◆ What is required
Once the lines below holding the string "positions" are counted, give that number alone.

(Stored items)

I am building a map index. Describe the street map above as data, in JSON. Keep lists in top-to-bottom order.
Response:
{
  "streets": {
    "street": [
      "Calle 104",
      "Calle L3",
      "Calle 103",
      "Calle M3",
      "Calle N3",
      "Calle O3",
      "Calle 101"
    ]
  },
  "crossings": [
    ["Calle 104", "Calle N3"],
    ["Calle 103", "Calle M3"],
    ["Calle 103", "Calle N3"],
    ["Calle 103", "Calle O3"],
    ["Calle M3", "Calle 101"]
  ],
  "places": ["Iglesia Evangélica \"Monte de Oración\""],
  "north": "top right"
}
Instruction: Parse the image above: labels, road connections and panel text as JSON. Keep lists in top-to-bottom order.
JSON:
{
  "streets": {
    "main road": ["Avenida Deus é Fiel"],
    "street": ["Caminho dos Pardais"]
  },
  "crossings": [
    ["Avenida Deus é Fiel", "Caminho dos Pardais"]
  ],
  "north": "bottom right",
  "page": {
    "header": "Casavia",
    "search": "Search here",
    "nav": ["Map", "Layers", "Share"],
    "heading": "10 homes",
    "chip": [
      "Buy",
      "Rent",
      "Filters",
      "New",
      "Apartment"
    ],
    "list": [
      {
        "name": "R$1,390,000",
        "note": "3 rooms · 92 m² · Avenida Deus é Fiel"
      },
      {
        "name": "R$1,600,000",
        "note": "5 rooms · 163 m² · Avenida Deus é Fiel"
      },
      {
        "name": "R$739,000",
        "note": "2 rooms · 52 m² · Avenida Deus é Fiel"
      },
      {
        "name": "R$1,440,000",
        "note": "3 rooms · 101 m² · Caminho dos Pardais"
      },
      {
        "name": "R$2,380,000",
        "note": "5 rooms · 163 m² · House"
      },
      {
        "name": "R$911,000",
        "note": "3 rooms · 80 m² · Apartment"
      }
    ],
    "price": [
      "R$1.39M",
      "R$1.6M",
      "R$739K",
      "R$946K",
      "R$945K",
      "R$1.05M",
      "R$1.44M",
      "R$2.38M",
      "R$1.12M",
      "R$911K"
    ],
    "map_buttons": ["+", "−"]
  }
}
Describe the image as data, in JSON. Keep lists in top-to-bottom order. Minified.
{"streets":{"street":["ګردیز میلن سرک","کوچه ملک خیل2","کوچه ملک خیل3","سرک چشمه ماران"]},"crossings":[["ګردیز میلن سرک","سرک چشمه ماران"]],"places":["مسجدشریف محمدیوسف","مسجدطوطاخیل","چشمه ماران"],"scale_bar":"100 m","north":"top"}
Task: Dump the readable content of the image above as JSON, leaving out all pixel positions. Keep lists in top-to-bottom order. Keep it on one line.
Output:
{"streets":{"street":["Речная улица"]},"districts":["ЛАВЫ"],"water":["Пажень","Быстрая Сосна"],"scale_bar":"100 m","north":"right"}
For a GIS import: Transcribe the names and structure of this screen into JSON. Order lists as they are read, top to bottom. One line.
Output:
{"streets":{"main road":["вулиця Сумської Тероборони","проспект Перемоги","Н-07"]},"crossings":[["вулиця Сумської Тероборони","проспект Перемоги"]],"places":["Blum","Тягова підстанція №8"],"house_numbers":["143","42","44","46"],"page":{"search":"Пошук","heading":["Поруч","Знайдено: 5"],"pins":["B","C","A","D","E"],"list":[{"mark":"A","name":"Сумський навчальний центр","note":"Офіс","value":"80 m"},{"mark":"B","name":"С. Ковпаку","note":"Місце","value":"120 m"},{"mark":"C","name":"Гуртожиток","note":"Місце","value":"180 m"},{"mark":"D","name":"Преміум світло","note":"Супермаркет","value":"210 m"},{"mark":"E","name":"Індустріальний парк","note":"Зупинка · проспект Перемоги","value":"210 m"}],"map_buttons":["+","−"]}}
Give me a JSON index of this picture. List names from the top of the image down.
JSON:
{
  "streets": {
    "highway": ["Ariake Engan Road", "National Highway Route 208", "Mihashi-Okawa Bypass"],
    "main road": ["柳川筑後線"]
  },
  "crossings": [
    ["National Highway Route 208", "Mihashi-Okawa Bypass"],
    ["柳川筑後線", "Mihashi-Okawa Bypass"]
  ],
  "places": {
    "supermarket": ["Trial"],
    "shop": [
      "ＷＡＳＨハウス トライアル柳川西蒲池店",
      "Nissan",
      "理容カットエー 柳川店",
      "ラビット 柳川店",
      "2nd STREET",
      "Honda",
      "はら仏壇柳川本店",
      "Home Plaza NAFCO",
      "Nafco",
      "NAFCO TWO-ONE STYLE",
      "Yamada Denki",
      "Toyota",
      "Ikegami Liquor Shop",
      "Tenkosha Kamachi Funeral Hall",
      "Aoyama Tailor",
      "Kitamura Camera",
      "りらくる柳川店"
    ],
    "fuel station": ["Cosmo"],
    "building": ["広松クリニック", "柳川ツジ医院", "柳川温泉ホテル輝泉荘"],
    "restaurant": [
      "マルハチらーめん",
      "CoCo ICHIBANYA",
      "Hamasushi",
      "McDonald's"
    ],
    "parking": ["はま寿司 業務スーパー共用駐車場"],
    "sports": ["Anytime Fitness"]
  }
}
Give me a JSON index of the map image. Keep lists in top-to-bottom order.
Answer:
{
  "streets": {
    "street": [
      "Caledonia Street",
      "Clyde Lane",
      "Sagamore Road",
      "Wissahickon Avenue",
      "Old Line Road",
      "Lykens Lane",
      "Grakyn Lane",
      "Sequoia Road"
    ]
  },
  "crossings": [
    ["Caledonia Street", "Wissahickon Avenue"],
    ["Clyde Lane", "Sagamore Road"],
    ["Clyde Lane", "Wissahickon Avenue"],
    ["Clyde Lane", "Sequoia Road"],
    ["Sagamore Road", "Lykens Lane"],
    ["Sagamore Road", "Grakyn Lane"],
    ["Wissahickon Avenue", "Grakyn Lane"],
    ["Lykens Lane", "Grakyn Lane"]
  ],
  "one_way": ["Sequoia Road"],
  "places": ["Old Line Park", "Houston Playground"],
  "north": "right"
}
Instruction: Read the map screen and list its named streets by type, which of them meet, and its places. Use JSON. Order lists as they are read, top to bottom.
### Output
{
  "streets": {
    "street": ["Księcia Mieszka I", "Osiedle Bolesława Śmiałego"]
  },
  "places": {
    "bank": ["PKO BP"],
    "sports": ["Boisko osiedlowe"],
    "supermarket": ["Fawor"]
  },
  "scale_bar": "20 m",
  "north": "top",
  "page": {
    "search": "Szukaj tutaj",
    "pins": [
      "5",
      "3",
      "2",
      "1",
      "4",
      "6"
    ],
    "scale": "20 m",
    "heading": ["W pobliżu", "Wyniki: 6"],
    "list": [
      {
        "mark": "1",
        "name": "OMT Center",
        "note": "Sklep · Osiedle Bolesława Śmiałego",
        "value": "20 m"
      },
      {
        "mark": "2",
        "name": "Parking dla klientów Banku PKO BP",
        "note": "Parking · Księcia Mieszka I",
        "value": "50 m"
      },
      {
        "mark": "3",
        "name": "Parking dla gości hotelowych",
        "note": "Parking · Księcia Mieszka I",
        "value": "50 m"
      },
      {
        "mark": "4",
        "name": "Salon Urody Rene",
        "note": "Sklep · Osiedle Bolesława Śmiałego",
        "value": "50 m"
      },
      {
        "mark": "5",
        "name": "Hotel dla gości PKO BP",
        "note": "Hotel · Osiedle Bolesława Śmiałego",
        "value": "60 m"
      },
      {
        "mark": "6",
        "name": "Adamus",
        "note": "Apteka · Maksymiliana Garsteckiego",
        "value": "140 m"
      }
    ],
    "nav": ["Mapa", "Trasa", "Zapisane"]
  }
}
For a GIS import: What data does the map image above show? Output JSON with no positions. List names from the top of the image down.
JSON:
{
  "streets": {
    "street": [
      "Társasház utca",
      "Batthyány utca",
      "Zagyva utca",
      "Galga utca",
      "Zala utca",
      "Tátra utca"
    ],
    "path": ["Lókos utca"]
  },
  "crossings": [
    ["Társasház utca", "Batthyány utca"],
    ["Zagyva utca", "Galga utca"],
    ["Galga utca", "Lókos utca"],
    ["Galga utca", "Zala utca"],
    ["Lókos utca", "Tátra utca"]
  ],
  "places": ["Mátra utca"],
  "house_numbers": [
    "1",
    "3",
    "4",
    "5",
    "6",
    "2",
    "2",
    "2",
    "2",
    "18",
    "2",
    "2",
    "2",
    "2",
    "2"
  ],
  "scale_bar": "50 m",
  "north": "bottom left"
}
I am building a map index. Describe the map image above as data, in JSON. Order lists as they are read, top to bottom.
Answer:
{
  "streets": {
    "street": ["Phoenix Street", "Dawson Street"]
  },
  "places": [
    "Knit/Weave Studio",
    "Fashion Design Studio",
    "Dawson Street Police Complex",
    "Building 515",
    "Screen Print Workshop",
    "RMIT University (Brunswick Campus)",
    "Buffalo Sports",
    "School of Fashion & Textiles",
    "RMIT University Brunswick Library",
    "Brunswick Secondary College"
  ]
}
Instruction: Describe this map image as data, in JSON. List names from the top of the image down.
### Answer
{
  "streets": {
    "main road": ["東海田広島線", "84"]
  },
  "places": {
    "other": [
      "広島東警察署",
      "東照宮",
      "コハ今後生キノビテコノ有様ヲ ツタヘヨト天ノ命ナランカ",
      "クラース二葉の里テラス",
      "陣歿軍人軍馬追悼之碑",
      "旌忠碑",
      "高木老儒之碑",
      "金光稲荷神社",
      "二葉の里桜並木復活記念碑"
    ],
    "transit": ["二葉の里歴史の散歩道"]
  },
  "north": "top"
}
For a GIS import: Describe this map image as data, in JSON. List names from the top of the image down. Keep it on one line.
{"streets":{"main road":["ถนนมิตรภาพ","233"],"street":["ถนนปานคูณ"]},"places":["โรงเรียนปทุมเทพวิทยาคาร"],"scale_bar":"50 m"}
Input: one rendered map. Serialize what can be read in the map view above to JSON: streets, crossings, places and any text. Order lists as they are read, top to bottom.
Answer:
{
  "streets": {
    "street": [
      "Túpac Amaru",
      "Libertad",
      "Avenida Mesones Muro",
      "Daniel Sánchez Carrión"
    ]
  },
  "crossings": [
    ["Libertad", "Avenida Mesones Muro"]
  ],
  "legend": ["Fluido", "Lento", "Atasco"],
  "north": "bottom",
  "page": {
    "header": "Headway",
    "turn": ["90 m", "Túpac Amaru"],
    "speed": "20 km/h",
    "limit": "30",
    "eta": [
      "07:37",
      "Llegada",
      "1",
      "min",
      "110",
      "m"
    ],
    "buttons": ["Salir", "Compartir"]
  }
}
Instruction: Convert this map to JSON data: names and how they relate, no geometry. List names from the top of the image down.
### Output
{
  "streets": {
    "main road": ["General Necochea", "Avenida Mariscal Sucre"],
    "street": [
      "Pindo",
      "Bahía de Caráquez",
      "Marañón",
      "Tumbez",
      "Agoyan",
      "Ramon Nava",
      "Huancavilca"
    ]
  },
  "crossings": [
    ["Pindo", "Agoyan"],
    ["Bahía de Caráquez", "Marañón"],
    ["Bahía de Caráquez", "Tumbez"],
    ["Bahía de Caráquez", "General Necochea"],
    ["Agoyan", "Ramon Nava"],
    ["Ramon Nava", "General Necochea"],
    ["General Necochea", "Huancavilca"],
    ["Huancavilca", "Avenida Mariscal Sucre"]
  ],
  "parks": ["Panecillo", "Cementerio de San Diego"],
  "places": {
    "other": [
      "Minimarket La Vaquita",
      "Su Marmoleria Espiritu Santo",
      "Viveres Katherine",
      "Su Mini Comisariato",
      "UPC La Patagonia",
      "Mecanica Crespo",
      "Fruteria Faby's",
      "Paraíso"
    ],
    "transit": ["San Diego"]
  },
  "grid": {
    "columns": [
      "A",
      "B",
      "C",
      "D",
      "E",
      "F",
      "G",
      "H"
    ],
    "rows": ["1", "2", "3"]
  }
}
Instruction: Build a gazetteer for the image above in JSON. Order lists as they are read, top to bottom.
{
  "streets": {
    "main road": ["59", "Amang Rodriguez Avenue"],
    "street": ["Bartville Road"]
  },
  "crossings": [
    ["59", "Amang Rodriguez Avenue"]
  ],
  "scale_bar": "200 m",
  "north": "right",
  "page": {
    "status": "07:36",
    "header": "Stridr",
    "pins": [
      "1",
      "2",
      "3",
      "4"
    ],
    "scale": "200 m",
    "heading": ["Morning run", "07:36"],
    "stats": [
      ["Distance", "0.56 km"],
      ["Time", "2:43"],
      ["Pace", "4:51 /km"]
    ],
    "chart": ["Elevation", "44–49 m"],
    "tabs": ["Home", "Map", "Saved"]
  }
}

◆ Written solution
2